## Task objective
Search the data below for the word "JSON" and copy each line that holds it.

## Stored data
<<<<

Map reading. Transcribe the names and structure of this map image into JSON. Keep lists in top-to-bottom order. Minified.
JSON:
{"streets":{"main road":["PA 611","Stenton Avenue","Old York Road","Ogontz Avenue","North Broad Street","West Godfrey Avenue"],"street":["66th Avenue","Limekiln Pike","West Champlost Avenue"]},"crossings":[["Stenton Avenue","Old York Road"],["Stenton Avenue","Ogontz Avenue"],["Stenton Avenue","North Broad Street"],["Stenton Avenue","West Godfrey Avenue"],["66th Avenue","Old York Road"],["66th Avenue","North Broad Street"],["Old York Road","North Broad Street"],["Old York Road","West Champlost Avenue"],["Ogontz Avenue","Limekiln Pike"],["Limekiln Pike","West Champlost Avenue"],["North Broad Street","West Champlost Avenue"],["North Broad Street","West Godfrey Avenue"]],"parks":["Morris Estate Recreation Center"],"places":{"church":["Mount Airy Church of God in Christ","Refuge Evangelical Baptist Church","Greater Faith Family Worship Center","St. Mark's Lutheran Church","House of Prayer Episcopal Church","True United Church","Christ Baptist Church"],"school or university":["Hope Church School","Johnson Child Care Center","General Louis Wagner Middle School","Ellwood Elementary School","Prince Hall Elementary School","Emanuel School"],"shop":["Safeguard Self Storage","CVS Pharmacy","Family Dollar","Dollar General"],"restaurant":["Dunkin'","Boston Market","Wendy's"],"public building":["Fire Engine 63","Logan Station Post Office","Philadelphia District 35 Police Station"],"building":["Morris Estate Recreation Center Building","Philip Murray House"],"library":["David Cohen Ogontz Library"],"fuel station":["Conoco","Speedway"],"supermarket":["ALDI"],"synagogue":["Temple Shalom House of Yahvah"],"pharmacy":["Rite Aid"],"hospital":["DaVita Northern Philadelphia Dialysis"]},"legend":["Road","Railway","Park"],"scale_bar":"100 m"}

>>>>

## Finished task
Map reading. Transcribe the names and structure of this map image into JSON. Keep lists in top-to-bottom order. Minified.
JSON:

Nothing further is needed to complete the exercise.